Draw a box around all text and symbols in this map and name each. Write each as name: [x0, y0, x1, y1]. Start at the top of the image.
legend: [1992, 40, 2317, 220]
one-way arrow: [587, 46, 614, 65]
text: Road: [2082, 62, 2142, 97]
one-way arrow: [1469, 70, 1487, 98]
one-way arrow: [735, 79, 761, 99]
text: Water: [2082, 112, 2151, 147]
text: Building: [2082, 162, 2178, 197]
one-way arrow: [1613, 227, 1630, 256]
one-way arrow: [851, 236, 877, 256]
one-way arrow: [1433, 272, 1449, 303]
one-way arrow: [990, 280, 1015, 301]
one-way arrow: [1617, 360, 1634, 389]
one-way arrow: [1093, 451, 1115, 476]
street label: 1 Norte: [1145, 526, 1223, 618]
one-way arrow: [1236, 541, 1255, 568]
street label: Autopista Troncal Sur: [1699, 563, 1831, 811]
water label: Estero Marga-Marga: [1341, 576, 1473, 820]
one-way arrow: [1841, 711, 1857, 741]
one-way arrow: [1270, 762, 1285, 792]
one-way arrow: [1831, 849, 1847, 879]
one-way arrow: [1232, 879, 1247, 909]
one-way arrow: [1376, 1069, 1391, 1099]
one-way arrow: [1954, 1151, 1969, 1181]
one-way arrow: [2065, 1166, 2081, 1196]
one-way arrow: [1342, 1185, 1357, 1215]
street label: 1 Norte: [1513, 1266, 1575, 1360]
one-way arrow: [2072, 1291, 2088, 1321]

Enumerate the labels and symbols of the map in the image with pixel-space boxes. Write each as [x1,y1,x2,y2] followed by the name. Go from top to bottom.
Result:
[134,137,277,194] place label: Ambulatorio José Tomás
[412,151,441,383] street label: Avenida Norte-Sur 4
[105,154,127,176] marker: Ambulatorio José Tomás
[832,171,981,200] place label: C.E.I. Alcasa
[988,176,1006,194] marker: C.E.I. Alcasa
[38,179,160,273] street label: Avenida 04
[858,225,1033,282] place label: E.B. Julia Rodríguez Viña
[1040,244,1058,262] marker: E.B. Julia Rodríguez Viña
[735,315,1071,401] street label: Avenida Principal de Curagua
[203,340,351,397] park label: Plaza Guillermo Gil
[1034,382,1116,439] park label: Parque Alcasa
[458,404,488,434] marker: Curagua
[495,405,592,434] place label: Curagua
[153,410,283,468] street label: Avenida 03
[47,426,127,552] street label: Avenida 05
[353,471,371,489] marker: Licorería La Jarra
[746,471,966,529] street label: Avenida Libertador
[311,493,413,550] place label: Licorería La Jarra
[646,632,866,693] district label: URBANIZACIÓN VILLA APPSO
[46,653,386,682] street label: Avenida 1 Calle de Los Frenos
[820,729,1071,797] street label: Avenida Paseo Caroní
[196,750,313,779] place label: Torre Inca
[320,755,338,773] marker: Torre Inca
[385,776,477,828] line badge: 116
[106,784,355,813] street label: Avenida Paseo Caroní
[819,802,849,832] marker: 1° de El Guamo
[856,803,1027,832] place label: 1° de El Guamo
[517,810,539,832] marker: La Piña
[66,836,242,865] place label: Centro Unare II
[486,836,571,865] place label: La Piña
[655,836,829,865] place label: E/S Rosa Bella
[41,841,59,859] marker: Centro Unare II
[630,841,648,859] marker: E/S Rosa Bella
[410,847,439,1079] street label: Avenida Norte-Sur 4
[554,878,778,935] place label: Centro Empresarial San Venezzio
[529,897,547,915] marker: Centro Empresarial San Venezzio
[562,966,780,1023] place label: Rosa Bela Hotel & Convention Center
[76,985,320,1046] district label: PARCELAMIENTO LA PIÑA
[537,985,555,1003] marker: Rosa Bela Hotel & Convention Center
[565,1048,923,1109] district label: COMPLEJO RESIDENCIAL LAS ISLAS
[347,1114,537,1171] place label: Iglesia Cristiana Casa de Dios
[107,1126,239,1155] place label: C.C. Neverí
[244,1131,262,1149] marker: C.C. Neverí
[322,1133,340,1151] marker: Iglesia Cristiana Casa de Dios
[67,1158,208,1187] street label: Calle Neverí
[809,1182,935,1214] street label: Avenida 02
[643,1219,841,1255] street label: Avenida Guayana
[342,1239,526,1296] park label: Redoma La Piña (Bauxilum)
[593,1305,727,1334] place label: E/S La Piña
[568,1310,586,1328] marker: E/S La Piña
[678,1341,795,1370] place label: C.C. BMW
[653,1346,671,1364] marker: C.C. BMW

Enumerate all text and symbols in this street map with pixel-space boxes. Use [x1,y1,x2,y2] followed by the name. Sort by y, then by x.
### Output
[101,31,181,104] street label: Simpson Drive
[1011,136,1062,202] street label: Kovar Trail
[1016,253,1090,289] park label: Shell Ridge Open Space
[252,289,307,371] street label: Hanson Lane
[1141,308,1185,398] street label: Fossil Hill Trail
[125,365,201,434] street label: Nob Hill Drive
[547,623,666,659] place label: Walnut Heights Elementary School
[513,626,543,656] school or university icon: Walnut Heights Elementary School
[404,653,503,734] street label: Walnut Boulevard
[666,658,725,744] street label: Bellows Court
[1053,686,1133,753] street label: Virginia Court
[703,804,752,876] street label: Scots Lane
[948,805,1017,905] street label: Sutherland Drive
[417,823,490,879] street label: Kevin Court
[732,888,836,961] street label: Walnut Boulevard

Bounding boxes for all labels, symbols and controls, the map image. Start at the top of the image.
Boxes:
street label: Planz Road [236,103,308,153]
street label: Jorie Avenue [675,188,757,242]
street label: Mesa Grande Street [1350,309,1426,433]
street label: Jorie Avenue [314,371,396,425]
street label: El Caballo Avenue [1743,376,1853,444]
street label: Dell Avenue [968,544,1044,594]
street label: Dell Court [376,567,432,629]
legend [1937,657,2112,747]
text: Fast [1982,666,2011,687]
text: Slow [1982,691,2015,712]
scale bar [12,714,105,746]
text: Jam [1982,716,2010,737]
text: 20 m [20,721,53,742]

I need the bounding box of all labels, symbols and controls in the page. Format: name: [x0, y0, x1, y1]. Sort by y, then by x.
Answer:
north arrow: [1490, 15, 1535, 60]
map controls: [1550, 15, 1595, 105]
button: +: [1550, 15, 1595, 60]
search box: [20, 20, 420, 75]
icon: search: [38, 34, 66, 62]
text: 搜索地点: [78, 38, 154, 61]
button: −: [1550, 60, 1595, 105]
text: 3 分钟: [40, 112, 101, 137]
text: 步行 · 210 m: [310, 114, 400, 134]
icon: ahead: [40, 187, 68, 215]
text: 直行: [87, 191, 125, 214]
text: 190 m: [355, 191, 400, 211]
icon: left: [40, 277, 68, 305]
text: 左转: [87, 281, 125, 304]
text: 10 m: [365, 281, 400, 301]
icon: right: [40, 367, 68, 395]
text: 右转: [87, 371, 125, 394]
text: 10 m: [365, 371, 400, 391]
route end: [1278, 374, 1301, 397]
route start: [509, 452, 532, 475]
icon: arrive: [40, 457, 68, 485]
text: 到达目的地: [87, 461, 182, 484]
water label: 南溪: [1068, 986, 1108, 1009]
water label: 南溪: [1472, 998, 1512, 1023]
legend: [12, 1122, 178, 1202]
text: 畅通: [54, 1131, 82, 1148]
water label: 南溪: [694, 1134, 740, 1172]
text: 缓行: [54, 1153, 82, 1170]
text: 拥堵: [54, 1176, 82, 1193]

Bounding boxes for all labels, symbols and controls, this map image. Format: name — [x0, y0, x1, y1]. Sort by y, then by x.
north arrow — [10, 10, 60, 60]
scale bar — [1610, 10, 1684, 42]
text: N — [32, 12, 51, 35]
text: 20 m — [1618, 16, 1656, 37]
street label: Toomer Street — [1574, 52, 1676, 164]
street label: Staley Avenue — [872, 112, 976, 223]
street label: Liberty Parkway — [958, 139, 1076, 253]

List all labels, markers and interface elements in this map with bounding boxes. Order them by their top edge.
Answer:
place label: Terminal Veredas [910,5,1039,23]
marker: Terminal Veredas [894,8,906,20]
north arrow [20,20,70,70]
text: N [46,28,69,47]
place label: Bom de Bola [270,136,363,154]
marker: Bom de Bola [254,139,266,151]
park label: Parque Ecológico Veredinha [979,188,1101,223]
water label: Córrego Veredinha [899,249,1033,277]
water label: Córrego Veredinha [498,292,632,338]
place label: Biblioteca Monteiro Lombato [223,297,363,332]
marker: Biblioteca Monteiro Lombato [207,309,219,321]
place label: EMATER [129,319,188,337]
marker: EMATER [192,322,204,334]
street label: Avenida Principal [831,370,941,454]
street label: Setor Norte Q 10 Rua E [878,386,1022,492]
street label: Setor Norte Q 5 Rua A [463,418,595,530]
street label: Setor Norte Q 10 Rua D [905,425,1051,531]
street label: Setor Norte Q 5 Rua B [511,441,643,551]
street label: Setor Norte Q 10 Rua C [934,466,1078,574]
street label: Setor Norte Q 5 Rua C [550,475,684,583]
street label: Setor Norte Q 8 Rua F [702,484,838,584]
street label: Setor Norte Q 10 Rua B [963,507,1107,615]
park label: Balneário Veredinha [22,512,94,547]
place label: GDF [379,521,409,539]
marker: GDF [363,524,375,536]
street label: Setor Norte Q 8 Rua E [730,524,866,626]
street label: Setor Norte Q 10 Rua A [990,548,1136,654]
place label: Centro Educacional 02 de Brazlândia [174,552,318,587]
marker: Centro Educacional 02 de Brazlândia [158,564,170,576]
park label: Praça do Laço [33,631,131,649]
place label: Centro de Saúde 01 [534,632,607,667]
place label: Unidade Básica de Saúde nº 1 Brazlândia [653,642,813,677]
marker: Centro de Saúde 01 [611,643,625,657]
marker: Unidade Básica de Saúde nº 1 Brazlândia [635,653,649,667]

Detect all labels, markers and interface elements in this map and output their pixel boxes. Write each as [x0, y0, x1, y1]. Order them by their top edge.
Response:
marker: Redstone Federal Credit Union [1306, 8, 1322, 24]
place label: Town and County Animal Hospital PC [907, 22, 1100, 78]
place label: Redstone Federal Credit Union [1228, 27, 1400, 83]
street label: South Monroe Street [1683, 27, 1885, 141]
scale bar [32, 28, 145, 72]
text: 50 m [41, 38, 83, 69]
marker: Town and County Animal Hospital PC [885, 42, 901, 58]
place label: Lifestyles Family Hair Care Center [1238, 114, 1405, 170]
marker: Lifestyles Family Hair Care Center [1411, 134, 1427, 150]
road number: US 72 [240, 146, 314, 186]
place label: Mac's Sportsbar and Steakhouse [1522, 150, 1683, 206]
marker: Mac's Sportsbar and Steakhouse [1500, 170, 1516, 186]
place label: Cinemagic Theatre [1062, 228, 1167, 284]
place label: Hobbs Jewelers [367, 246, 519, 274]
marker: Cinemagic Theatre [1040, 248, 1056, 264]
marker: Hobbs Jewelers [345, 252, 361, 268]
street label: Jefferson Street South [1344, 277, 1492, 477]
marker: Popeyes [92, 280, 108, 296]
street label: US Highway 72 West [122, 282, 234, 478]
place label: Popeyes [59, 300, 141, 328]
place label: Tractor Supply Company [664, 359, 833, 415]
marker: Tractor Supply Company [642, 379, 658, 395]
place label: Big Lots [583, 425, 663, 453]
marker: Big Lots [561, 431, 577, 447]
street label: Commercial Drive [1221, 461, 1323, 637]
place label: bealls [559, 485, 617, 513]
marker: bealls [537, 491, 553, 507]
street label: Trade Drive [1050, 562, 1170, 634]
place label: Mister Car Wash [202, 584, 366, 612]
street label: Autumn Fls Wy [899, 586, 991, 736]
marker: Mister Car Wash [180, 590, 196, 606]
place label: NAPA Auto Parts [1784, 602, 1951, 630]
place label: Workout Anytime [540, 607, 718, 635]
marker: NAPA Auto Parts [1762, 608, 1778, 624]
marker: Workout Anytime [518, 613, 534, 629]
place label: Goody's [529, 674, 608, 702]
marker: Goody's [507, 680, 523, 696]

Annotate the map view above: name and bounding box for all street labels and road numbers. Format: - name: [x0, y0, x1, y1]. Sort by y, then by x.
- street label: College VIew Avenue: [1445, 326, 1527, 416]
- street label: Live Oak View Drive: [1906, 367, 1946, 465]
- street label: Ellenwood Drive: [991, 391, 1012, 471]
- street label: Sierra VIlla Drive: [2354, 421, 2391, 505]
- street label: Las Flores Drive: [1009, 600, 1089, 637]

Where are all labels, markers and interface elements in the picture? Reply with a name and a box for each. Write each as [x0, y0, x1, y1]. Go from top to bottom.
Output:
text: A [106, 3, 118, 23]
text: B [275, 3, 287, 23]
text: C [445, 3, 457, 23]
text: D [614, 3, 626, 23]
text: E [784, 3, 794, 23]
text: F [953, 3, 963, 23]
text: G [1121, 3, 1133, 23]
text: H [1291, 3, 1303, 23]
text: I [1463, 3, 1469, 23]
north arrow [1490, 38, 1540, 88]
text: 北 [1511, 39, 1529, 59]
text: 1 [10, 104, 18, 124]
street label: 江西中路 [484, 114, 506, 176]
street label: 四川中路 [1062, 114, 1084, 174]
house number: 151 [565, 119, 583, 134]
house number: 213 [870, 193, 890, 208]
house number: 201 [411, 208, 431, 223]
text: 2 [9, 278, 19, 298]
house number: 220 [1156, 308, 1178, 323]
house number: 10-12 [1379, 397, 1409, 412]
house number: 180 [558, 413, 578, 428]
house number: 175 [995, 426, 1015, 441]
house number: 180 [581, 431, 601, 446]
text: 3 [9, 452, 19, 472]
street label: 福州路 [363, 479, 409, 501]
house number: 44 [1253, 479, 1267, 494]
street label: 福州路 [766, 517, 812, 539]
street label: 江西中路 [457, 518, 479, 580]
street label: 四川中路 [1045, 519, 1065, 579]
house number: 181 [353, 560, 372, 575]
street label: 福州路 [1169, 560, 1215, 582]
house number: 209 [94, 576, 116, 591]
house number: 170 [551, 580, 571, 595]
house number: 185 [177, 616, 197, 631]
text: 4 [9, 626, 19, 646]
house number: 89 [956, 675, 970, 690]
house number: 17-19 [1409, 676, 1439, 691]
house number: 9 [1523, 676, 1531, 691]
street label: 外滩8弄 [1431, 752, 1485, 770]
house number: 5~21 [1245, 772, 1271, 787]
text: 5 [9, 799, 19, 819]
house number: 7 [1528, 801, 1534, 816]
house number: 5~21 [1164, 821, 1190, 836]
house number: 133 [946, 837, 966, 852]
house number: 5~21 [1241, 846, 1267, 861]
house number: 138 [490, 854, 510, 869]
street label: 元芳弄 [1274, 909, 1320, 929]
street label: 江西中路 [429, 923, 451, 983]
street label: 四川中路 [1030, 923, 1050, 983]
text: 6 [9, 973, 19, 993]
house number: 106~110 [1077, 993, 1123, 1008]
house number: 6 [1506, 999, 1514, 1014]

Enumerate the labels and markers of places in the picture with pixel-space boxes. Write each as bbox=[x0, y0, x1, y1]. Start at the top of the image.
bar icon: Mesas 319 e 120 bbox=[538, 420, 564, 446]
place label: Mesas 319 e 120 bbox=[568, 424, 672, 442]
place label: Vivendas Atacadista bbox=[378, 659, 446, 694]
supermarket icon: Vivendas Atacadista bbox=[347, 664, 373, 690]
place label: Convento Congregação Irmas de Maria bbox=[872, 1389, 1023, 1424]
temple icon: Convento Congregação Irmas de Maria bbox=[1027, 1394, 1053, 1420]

> Task prompt
Each line in the material with "Walnut" in it must be reported.

> Solution to this problem
[547,623,666,659] place label: Walnut Heights Elementary School
[513,626,543,656] school or university icon: Walnut Heights Elementary School
[404,653,503,734] street label: Walnut Boulevard
[732,888,836,961] street label: Walnut Boulevard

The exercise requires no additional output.